» **Source records**:
--
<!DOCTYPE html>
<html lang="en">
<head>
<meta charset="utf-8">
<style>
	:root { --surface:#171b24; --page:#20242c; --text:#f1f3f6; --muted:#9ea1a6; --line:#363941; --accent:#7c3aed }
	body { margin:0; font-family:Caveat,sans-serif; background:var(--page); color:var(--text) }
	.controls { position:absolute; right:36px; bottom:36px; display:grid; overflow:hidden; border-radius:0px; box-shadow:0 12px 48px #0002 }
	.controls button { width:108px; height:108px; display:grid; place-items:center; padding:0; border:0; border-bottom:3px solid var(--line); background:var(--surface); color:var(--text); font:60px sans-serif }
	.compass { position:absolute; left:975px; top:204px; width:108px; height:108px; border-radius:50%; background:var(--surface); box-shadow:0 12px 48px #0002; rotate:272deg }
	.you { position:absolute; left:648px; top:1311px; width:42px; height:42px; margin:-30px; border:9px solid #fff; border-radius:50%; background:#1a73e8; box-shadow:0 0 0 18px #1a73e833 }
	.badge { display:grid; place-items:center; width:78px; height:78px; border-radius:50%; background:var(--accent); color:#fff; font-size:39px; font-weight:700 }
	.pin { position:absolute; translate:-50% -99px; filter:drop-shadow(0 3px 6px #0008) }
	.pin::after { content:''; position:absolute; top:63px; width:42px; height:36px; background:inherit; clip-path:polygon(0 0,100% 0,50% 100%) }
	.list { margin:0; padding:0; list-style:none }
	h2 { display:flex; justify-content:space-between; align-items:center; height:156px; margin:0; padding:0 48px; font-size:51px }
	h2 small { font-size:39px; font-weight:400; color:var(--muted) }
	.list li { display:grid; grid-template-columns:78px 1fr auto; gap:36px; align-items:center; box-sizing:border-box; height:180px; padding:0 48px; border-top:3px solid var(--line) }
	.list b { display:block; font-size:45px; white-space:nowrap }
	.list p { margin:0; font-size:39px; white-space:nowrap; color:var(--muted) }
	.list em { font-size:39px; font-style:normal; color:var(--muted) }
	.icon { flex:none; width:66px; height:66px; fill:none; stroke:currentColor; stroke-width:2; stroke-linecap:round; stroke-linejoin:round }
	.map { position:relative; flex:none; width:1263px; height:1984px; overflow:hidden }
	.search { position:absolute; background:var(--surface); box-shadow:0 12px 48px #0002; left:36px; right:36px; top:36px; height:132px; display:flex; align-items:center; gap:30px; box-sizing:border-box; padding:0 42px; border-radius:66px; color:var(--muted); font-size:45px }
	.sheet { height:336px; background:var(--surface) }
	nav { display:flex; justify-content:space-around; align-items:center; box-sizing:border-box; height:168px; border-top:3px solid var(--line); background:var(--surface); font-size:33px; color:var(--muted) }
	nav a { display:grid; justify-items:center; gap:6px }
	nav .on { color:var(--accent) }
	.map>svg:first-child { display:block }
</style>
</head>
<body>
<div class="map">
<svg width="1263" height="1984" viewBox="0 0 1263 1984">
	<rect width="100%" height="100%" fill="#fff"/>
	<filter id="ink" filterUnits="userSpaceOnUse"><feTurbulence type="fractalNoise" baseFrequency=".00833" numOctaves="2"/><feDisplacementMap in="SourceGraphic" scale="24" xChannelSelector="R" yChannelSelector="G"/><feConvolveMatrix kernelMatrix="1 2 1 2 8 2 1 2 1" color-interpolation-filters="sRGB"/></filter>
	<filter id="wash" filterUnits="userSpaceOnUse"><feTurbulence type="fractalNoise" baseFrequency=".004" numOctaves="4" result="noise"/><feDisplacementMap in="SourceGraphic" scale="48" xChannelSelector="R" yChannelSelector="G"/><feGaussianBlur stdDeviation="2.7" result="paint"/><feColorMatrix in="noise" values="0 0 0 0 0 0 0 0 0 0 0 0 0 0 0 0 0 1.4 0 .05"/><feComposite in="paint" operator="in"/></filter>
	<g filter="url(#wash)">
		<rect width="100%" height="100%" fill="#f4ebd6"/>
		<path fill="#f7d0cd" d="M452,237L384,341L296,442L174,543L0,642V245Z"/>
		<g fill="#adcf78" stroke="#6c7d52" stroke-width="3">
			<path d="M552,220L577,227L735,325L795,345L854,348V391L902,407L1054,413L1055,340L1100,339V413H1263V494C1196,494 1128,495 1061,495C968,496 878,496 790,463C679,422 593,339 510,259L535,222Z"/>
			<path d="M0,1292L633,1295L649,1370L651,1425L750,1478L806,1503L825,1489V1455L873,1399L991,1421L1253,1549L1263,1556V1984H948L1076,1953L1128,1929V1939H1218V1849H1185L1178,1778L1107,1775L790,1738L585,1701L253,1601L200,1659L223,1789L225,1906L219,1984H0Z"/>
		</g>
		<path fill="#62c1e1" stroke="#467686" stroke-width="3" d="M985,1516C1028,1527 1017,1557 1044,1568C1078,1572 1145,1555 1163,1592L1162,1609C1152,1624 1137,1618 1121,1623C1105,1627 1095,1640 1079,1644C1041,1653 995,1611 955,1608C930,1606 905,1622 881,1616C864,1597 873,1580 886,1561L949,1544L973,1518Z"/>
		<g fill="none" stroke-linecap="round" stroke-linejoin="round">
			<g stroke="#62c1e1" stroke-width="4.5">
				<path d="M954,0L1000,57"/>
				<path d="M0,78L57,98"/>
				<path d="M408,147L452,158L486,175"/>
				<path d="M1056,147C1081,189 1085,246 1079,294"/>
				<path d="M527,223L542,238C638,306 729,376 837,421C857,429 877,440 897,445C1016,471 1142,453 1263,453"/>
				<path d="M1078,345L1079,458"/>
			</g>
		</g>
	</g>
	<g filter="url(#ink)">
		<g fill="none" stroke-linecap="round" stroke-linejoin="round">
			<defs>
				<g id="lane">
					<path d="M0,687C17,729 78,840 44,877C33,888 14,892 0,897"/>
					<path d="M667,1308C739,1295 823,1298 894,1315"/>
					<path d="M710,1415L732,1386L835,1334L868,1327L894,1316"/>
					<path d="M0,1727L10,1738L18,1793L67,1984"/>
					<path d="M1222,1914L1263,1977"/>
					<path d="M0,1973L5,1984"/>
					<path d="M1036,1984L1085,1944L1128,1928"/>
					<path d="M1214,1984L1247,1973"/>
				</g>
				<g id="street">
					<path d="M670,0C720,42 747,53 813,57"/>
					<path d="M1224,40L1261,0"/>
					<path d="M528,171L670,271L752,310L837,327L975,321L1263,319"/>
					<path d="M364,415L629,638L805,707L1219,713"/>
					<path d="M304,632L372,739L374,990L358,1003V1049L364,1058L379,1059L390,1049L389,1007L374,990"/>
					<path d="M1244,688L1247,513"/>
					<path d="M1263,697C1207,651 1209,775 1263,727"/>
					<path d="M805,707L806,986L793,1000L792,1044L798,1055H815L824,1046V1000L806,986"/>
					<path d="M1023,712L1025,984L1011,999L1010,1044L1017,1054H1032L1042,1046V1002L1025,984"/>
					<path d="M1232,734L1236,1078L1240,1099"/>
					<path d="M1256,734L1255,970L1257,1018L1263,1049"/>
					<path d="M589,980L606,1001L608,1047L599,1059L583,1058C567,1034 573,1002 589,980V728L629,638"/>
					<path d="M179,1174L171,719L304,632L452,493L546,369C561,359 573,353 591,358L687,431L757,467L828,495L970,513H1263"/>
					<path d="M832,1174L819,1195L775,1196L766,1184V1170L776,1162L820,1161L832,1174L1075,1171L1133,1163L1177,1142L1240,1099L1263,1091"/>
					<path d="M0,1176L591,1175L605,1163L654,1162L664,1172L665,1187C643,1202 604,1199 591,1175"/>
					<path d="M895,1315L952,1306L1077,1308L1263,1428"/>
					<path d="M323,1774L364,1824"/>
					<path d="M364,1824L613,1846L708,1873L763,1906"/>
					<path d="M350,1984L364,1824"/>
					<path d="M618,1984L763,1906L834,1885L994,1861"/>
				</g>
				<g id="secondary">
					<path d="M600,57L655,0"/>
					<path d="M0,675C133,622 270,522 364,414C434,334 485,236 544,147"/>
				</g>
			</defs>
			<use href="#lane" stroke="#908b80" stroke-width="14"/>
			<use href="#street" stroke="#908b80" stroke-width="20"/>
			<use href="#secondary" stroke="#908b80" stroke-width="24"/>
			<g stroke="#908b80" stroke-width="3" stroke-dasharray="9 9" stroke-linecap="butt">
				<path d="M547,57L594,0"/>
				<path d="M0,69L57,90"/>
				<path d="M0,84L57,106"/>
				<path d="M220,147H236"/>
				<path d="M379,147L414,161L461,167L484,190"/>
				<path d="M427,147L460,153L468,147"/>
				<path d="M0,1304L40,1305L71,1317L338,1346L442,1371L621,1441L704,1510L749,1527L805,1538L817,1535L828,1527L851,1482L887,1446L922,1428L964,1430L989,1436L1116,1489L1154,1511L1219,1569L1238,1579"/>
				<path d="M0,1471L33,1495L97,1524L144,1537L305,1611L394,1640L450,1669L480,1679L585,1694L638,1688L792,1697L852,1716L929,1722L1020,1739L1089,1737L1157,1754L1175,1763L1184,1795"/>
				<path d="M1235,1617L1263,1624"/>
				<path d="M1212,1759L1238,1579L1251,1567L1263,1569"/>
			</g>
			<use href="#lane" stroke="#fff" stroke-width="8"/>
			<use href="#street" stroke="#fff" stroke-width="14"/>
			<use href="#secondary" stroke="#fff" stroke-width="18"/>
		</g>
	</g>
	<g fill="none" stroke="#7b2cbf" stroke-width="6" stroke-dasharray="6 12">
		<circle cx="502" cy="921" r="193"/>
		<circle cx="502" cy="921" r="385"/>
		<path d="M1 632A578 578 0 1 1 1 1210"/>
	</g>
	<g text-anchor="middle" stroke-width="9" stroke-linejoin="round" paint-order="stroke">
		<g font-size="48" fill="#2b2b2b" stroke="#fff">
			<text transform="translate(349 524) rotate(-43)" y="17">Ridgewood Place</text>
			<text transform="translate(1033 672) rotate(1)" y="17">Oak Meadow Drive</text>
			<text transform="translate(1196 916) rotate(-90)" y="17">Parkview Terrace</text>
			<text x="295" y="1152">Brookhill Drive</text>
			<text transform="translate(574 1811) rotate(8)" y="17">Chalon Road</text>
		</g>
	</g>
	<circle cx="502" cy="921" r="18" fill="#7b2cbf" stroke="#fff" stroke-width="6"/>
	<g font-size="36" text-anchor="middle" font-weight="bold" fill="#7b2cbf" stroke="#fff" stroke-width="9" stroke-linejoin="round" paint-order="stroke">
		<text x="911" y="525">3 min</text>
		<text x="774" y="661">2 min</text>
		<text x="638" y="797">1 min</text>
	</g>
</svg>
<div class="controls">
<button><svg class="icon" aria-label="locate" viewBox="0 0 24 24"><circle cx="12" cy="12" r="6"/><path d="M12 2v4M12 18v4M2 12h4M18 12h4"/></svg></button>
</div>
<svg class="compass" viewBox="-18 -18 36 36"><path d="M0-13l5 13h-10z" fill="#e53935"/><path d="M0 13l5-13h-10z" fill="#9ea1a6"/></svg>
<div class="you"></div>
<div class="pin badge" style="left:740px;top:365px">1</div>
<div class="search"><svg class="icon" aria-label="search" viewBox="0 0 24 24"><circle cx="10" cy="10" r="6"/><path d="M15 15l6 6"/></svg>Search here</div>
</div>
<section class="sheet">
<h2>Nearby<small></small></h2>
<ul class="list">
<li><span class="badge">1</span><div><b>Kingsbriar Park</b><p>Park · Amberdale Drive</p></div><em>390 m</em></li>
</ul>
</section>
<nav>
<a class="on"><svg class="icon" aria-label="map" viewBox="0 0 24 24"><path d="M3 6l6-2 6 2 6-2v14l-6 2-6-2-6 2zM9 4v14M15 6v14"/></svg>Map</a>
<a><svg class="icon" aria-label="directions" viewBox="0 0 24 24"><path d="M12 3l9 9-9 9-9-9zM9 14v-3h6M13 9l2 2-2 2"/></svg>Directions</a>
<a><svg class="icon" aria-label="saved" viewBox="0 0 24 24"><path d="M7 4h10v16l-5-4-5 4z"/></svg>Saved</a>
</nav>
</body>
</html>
--
» **What you need to do**:
Print the listing above from its first line through the line with "font-size:39px; font-style:normal; color:var(--muted)", and stop there.

» **Answer box**:
<!DOCTYPE html>
<html lang="en">
<head>
<meta charset="utf-8">
<style>
	:root { --surface:#171b24; --page:#20242c; --text:#f1f3f6; --muted:#9ea1a6; --line:#363941; --accent:#7c3aed }
	body { margin:0; font-family:Caveat,sans-serif; background:var(--page); color:var(--text) }
	.controls { position:absolute; right:36px; bottom:36px; display:grid; overflow:hidden; border-radius:0px; box-shadow:0 12px 48px #0002 }
	.controls button { width:108px; height:108px; display:grid; place-items:center; padding:0; border:0; border-bottom:3px solid var(--line); background:var(--surface); color:var(--text); font:60px sans-serif }
	.compass { position:absolute; left:975px; top:204px; width:108px; height:108px; border-radius:50%; background:var(--surface); box-shadow:0 12px 48px #0002; rotate:272deg }
	.you { position:absolute; left:648px; top:1311px; width:42px; height:42px; margin:-30px; border:9px solid #fff; border-radius:50%; background:#1a73e8; box-shadow:0 0 0 18px #1a73e833 }
	.badge { display:grid; place-items:center; width:78px; height:78px; border-radius:50%; background:var(--accent); color:#fff; font-size:39px; font-weight:700 }
	.pin { position:absolute; translate:-50% -99px; filter:drop-shadow(0 3px 6px #0008) }
	.pin::after { content:''; position:absolute; top:63px; width:42px; height:36px; background:inherit; clip-path:polygon(0 0,100% 0,50% 100%) }
	.list { margin:0; padding:0; list-style:none }
	h2 { display:flex; justify-content:space-between; align-items:center; height:156px; margin:0; padding:0 48px; font-size:51px }
	h2 small { font-size:39px; font-weight:400; color:var(--muted) }
	.list li { display:grid; grid-template-columns:78px 1fr auto; gap:36px; align-items:center; box-sizing:border-box; height:180px; padding:0 48px; border-top:3px solid var(--line) }
	.list b { display:block; font-size:45px; white-space:nowrap }
	.list p { margin:0; font-size:39px; white-space:nowrap; color:var(--muted) }
	.list em { font-size:39px; font-style:normal; color:var(--muted) }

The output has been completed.